STIM1 is upregulated in proliferative VSMC. (a) Relative STIM1 mRNA levels normalized to RPL32 mRNA in quiescent (0.1%S) and proliferative (5% S) hCASMC. (b) Western blot showing expression of STIM1, calcineurin (PP2B), and cyclin D1 in quiescent (0.1%S) and proliferative (5% S) hCASMC. (c) STIM1 (gray bars) and cyclin D1 (black bars) protein levels normalized to PP2B level in quiescent and proliferative hCASMC. ^**P < 0.01; ^***P < 0.001.

Figure 3

STIM1 knockdown inhibited hCASMC proliferation in vitro. (a) Western blot showing the disappearance of STIM1 and the reduction of cyclin D1 expression 72 hours after transfection with STIM1 siRNA compared to the negative control (scrambled) siRNA. (b) Proliferation (measured by BrDU incorporation) of hCASMC in presence of 5% supplement mix or (c) 50 nmol/l PDGF-BB in control cells or cells transfected with STIM1 or scrambled siRNA for 72 hours, or treated with 5 µmol/l cyclosporin A (CsA) for 24 hours. ^*P < 0.05; ^**P < 0.01.

Figure 4

Adenoviral vector expressing specific STIM1 shRNA prevented in vivo neointima formation in rat injured carotid artery. (a) Sequence of STIM1 shRNA. (b) Representative hematoxylin-eosin sections of noninjured (NI) and injured carotid arteries infected with Ad-sh Luciferase or Ad-sh STIM1, 14 days after surgery. (c) Average intima/media thickness ratios for the above three groups (^***P < 0.001 compared with Ad-shLuc).
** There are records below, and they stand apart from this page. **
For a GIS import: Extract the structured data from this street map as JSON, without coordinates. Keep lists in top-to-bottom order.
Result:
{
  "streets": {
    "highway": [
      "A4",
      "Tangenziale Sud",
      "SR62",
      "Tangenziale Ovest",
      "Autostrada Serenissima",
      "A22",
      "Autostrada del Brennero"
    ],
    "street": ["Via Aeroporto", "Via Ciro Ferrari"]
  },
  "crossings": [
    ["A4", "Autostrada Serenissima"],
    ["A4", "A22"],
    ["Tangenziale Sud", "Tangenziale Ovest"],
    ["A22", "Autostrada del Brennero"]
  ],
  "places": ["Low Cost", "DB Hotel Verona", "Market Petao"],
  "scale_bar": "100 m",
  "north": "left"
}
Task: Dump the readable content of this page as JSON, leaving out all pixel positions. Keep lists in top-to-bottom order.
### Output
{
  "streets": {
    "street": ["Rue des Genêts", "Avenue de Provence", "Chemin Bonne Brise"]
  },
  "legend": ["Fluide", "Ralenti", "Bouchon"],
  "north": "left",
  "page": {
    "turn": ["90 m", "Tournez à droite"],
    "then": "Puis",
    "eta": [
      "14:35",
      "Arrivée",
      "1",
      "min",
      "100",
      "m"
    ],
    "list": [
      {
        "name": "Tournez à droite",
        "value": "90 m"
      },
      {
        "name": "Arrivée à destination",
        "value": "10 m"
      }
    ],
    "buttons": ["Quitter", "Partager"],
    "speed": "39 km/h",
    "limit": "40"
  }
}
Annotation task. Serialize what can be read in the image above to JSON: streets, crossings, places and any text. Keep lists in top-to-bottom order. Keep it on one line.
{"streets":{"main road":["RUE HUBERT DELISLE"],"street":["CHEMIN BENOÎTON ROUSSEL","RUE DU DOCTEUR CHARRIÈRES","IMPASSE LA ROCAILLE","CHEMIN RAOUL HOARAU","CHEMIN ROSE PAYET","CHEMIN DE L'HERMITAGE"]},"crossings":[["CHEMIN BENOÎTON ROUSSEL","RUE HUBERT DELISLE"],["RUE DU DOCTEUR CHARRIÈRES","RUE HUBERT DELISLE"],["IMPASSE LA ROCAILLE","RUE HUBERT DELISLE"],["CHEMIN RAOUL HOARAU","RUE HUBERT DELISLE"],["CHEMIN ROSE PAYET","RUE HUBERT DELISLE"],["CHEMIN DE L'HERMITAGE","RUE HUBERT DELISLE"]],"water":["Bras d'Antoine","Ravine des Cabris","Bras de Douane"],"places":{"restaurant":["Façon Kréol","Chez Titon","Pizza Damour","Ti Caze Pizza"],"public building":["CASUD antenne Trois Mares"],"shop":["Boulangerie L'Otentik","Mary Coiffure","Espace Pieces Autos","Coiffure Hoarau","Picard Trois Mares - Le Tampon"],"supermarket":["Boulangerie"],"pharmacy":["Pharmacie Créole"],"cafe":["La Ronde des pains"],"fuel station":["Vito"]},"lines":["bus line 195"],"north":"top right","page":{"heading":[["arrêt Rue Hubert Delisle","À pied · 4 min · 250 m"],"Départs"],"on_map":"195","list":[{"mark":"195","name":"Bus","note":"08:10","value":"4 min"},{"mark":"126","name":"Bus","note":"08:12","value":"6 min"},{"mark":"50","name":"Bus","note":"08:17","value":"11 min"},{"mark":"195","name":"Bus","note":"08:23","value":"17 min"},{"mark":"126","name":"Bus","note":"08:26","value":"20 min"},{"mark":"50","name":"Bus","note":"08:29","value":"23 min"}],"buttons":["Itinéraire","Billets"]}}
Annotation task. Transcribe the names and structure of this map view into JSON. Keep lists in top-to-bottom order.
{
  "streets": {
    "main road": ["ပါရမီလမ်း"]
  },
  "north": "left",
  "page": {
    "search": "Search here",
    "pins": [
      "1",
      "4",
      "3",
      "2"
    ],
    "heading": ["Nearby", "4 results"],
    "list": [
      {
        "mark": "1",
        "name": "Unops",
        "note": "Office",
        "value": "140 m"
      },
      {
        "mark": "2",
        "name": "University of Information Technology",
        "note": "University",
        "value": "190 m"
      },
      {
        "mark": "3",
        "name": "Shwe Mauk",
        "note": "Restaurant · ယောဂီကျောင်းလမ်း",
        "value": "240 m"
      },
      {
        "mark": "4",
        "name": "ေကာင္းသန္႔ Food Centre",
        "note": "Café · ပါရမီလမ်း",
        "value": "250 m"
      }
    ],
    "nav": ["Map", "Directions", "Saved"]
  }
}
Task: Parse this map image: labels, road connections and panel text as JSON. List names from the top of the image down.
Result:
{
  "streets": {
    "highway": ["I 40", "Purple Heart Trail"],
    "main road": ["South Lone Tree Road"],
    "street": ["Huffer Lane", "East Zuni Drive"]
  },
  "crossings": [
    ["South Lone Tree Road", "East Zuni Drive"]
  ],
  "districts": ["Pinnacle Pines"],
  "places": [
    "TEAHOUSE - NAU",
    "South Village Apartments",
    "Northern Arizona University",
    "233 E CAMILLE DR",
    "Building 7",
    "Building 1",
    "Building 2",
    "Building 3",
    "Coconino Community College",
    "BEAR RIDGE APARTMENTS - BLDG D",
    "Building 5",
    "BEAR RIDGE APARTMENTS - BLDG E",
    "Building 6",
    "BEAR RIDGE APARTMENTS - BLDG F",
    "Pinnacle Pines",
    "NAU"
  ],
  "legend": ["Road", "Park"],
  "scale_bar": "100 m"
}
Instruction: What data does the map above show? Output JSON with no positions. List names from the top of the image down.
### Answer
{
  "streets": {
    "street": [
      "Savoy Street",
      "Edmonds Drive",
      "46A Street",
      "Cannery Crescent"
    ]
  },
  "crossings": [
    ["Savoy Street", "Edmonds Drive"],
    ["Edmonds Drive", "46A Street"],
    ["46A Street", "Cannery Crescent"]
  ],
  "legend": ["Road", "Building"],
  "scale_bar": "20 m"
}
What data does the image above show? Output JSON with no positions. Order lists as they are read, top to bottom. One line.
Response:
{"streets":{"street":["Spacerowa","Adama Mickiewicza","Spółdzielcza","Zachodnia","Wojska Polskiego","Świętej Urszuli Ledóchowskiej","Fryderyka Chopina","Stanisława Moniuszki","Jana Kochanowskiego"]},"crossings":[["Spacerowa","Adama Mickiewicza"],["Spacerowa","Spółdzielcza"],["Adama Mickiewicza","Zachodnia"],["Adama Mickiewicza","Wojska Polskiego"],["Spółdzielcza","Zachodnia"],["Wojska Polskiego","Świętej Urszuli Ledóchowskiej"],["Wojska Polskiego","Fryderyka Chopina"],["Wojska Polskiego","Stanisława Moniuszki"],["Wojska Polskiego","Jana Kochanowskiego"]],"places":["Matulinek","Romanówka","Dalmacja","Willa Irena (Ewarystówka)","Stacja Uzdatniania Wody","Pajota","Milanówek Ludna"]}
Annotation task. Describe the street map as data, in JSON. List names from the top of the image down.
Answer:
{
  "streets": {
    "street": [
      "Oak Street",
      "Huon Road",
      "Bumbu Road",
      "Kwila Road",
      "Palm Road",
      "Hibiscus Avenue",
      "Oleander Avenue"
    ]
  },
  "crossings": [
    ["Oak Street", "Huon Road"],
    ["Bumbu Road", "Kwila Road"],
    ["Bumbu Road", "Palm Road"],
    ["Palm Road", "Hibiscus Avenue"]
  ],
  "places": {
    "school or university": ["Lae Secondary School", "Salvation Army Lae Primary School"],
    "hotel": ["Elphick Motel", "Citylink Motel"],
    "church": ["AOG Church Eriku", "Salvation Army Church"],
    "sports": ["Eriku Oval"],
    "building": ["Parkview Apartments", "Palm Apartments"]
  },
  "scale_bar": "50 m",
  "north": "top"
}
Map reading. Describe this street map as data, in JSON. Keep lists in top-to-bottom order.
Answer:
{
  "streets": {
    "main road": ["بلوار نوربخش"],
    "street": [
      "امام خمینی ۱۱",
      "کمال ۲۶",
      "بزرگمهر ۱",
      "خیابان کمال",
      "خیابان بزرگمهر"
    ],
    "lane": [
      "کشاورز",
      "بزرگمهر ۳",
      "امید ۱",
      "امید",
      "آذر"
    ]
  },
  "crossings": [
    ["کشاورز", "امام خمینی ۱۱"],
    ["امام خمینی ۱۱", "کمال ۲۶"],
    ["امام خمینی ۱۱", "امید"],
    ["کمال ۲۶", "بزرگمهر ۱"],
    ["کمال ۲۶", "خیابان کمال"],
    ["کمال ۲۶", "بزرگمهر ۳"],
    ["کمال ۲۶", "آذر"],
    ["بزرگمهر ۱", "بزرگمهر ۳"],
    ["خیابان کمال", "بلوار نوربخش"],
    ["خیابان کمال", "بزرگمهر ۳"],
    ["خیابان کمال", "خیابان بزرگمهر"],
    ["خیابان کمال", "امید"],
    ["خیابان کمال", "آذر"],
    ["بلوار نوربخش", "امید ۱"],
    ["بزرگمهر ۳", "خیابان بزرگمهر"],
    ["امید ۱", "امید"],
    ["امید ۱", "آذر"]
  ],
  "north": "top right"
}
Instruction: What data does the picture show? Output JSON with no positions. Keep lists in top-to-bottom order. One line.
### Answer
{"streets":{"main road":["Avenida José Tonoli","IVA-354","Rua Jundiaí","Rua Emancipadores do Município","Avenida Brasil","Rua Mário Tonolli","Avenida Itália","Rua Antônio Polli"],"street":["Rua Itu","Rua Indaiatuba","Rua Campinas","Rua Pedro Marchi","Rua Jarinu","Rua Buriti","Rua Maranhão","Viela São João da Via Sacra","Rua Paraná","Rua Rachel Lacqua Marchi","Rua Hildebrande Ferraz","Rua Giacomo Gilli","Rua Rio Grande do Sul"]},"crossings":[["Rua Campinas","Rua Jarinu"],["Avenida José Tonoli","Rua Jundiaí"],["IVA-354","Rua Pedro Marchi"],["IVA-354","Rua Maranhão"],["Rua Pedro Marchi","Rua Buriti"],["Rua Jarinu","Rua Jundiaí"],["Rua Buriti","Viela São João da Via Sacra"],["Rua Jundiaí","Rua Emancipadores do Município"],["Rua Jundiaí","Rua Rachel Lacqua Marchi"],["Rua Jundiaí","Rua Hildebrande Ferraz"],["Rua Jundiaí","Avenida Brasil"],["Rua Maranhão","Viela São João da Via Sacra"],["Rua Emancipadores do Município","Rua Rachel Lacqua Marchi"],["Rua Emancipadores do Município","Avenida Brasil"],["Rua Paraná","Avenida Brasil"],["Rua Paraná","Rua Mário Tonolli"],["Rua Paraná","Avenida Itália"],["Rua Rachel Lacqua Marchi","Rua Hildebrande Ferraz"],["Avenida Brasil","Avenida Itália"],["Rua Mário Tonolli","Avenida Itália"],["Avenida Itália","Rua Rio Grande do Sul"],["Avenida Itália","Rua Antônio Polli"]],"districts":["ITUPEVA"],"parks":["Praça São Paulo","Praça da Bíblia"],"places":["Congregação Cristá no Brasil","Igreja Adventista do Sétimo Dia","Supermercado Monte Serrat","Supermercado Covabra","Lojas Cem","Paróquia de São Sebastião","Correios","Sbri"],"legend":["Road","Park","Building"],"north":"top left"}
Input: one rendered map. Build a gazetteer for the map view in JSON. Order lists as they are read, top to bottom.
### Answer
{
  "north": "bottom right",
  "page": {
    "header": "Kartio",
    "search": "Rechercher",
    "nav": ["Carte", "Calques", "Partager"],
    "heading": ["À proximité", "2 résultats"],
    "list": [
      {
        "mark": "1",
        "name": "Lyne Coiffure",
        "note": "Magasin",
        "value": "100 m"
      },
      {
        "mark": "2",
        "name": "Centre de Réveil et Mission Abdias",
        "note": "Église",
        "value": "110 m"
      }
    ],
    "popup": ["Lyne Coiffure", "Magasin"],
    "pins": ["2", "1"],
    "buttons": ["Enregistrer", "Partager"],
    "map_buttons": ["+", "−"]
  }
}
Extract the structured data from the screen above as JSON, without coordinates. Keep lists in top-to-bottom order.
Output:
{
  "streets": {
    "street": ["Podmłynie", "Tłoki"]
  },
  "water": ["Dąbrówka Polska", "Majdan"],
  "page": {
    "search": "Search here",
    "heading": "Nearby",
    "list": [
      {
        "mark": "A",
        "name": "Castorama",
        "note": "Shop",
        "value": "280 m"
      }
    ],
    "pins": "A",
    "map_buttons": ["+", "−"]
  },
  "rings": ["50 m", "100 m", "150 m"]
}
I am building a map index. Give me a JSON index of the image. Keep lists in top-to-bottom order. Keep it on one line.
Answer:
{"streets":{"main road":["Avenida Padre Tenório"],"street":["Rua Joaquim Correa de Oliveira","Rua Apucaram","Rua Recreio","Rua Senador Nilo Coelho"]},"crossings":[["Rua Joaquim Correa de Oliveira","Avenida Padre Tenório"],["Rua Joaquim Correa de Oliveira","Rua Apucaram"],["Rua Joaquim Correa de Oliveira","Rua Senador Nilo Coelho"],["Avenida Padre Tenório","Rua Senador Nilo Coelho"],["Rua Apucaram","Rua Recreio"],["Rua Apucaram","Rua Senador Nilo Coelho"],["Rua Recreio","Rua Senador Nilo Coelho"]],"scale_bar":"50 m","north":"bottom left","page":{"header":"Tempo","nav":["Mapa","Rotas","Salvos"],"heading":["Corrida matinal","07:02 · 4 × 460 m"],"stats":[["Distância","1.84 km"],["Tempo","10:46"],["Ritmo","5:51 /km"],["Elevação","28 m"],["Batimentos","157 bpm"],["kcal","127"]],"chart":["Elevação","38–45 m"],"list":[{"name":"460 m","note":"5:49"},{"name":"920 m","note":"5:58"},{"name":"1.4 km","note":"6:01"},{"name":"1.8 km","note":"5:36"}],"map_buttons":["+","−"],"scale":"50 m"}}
M indicates media; ni, neointima; and ad, adventitia (n = 5 for noninjured carotid, n = 4 for Ad-shLuc and n = 6 for Ad-shSTIM1). (d) PCR analysis of DNA extracted from the vessels in the respective conditions. (e) Immunofluorescence analysis of expression of STIM1 in carotid arteries 14 days after injury.

Figure 5

STIM1 silencing inhibited TRP single-channel activity. Representative single-channel activity recordings obtained from cell-attached membranes on hCASMC transfected with either scrambled siRNA (upper trace) or either STIM1 siRNA (lower trace) at a patch membrane potential maintained to −80 mV. Extracts a and b are time-scale expansion of the channel activity from the above trace.

Figure 6

RNA interference-induced STIM1 silencing prevented NFAT nuclear translocation and activity. (a,b) Measurement of NFAT activity using a NFAT-driven luciferase construct in control cells as in a or cells treated with thapsigargin (1 µmol/l for 6 hours) as in b (P < 0.001). (c) Localization of NFAT protein by immunofluorescence. (d) Measurement of the relative MCIP mRNA level normalized to RPL32 mRNA. Cyclosporin A (CsA) is used as a negative control (^*P < 0.05).